El barco estaba anclado aproximadamente a un kilómetro de la costa. Partiría cuando hubiera completado de cargar suficiente agua y comida para esa larga travesía.
Facundo no aceptó la decisión que le habían impuesto, le dijo a Eva que tendrían que tirarse al agua y nadar para fugarse.
Recorrió el barco en busca de la mejor vía de escape. Recordó que cuando se bajaban en los puertos se hacía por los pisos cuatro y cinco, pero al estar imposibilitados de bajar, esas salidas estaban cerradas. Por más que dio vueltas no encontró ninguna abierta, solo podrían dejar el barco tirándose al agua desde el balcón de su habitación que estaba en el piso ocho.
No había otra solución, era todo o nada… blanco o negro.
Desde la pieza donde se guardaban las sábanas, sacó varias y empezó a atarlas entre ellas haciendo una gran cuerda que les ayudaría a descender y con la ayuda de flotadores llegarían a la playa.
Eva, siempre confiando en su marido, dio su aceptación. Lo harían cuando oscureciera.
Facundo amarró la cuerda por donde Eva empezó a descender. Cuando iba en la mitad del recorrido, los brazos no le resistieron. Cayó al agua. Facundo no dudó en saltar en ayuda de su amada, sin embargo, la caída desde esa altura fue brutal; quedó inconsciente.
Eva fue en su auxilio, pero el agua helada a la cual no estaba acostumbrada le paralizó los músculos.
En el fondo del océano todo se veía negro.

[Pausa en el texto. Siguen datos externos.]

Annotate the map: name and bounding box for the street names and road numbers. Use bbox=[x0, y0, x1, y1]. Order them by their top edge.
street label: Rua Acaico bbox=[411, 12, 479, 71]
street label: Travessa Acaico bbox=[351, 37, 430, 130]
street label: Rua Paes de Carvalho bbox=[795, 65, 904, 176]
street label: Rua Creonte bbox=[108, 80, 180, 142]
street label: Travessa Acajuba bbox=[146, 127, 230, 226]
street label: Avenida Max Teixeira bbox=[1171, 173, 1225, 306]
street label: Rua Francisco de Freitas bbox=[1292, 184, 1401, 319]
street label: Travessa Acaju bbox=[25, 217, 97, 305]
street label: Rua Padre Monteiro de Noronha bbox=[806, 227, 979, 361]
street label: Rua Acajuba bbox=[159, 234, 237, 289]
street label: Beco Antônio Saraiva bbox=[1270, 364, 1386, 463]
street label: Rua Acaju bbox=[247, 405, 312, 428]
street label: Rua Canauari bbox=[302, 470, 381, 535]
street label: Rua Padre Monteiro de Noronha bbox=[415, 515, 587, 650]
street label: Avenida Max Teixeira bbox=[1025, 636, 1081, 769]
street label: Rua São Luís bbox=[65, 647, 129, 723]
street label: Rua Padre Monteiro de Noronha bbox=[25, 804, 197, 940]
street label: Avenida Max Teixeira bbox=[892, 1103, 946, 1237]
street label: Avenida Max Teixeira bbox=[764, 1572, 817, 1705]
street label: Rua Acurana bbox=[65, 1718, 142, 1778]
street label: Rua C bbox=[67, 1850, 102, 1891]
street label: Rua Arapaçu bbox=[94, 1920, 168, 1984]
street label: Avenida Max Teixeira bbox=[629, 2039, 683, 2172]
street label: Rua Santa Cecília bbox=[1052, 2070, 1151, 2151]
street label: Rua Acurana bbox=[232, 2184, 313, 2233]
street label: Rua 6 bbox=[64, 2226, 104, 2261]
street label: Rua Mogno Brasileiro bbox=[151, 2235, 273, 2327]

Este documento que van a leer lo he escrito desde la cárcel. Llevo tres días preso y mi abogado defensor me ha dicho que escriba mi declaración, para así poder memorizarla antes del comparendo que será mañana.
Como el tiempo me sobra les voy a contar cómo y por qué estoy acá.
Desde pequeño destaqué por mis habilidades matemáticas, fui puntaje nacional y no dudé en entrar a estudiar ingeniería civil. Como los intereses comunes atraen, desde el segundo año un grupo de los “destacados”, como nos clasificaban los profesores, o los “mateos o secos”, como nos decían nuestros compañeros, nos hicimos amigos y compartimos la vida universitaria. Somos cuatro varones y una chiquilla llamada María Lourdes.